● **ASSIGNED TASK**
Using the listing below, work out how many lines contain the word "Wasserturm", and respond with that number alone.

───── DATA EXTRACT ─────

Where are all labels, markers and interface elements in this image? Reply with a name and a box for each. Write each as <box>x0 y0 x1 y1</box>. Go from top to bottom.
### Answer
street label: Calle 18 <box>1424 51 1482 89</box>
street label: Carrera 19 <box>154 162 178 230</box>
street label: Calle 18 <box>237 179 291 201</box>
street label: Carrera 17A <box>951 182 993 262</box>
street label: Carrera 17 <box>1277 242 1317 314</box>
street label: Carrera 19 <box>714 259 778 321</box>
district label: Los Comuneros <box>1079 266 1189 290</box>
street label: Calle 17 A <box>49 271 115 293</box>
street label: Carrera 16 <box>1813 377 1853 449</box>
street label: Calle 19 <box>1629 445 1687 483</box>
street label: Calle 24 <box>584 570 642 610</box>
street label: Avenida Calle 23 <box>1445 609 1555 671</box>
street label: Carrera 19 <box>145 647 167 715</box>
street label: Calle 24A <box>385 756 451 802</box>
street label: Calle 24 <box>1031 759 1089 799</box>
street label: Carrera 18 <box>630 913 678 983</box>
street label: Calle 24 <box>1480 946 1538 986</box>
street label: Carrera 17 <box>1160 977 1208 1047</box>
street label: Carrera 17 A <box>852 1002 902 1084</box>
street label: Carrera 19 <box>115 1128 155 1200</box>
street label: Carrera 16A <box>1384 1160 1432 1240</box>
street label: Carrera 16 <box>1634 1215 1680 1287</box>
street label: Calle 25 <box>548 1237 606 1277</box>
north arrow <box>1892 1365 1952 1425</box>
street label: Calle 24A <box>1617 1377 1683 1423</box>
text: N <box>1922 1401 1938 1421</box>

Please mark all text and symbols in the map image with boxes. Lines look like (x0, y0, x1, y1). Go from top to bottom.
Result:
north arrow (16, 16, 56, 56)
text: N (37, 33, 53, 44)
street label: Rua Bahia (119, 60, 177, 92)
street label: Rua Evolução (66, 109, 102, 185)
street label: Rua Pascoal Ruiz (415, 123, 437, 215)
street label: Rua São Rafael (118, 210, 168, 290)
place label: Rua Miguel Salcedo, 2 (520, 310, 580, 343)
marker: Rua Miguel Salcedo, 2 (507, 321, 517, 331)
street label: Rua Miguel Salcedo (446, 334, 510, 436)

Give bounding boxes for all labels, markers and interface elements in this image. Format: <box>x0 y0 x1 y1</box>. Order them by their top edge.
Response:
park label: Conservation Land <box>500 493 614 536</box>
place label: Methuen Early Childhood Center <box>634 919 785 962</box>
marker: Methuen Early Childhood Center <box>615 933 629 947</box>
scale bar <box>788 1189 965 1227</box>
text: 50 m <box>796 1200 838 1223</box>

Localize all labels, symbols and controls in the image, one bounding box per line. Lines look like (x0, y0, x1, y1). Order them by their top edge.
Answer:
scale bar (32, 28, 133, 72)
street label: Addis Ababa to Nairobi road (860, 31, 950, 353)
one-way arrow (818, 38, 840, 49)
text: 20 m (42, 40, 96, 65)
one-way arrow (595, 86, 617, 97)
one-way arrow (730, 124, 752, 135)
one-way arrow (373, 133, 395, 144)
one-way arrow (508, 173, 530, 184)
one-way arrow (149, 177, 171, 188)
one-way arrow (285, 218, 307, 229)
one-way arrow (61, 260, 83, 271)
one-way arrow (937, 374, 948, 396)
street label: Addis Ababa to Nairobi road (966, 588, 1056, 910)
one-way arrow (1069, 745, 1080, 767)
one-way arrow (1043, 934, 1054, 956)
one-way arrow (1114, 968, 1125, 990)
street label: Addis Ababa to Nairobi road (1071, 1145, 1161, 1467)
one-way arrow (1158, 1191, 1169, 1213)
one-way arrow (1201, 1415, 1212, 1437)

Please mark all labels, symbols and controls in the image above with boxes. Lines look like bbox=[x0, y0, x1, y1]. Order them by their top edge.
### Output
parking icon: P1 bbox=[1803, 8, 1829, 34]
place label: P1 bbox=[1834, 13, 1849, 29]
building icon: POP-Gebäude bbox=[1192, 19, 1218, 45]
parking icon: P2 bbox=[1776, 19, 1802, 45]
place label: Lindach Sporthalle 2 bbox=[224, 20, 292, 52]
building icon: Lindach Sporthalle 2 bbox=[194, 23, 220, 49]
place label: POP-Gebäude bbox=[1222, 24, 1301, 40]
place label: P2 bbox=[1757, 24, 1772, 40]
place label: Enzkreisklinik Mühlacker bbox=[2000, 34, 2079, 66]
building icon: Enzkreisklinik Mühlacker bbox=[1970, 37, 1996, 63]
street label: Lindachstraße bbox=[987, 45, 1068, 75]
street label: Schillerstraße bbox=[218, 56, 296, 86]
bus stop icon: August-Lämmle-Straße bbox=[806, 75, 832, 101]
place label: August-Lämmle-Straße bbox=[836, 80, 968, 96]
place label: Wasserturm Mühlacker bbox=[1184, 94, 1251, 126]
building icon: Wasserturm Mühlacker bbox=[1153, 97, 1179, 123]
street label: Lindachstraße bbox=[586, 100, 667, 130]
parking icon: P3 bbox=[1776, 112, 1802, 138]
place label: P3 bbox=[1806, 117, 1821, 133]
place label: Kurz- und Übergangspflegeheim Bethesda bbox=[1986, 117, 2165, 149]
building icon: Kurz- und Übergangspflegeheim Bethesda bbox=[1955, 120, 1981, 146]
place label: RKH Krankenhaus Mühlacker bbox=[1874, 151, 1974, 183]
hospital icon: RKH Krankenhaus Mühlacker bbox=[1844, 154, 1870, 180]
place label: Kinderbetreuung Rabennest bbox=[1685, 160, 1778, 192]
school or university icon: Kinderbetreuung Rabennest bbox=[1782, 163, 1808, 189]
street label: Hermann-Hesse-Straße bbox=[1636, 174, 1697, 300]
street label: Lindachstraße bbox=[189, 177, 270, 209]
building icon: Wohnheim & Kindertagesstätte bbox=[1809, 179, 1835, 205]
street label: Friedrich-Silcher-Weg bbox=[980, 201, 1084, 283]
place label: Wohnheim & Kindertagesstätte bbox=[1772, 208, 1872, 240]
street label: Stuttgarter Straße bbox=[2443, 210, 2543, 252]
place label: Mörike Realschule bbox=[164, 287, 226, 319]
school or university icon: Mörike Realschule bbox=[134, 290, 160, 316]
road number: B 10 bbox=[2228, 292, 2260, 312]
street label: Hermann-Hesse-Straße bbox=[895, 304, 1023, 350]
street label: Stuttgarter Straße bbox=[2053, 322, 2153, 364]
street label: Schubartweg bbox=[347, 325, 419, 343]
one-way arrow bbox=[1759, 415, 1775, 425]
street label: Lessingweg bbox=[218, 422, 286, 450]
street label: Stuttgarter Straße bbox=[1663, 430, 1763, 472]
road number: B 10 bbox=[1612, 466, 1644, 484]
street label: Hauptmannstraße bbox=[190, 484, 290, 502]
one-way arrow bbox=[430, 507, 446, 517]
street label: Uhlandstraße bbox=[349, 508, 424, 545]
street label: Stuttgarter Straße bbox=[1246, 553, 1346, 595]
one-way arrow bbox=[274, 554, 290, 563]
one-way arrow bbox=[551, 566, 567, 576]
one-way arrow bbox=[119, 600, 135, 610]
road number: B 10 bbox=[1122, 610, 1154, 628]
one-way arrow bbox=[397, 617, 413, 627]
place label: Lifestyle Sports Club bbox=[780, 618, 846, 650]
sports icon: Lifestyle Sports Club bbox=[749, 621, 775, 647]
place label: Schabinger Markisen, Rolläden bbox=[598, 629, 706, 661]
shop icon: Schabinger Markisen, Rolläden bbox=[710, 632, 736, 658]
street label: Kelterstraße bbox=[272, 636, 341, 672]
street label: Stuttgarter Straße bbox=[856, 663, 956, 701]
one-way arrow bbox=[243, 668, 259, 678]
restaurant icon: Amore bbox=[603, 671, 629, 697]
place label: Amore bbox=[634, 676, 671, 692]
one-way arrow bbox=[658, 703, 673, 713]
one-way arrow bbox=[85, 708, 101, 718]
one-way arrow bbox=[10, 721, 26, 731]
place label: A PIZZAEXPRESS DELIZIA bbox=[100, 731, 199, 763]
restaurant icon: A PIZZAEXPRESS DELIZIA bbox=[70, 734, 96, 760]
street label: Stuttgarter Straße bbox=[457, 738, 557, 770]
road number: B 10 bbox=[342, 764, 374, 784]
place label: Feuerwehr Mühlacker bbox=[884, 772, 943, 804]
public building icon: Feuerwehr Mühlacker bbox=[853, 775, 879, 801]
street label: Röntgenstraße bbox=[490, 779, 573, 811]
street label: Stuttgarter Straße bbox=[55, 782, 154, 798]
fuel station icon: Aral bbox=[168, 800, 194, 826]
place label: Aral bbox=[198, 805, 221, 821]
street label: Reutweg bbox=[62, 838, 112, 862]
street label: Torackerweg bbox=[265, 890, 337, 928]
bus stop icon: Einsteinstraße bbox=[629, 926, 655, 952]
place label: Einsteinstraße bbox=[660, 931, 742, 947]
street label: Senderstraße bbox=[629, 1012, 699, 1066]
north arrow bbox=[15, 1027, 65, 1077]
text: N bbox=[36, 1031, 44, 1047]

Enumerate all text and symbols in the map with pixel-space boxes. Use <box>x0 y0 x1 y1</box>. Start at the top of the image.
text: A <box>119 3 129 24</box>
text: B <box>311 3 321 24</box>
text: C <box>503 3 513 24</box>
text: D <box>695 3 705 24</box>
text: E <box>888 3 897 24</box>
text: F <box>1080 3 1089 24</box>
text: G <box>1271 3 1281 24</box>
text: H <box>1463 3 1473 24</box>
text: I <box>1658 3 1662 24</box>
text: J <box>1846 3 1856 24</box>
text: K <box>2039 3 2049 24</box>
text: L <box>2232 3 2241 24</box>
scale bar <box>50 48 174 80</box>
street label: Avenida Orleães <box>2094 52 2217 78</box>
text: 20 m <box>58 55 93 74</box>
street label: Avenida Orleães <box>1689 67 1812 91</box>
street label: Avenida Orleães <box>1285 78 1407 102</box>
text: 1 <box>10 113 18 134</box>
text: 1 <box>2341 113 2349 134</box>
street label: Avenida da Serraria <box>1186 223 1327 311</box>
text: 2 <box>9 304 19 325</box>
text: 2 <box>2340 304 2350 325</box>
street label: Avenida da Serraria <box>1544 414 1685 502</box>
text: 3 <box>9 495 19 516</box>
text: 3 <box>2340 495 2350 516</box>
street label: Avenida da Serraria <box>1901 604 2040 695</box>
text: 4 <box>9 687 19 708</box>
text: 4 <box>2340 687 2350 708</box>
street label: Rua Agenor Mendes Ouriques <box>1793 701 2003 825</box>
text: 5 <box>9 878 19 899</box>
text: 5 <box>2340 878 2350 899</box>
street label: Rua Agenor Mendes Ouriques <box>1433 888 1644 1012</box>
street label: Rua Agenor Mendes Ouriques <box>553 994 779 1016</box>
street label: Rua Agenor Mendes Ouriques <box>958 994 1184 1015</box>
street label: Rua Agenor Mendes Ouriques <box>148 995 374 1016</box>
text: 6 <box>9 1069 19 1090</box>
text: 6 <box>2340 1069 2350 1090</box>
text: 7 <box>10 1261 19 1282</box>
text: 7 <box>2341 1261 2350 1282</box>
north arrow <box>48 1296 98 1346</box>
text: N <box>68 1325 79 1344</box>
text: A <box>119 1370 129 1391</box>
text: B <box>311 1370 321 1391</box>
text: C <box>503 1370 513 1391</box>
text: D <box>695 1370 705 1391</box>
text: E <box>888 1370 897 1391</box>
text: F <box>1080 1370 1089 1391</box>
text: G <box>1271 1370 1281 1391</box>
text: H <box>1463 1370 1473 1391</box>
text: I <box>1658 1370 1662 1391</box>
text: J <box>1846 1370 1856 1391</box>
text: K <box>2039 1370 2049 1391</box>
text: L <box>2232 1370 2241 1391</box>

─────

● **TASK SOLUTION**
2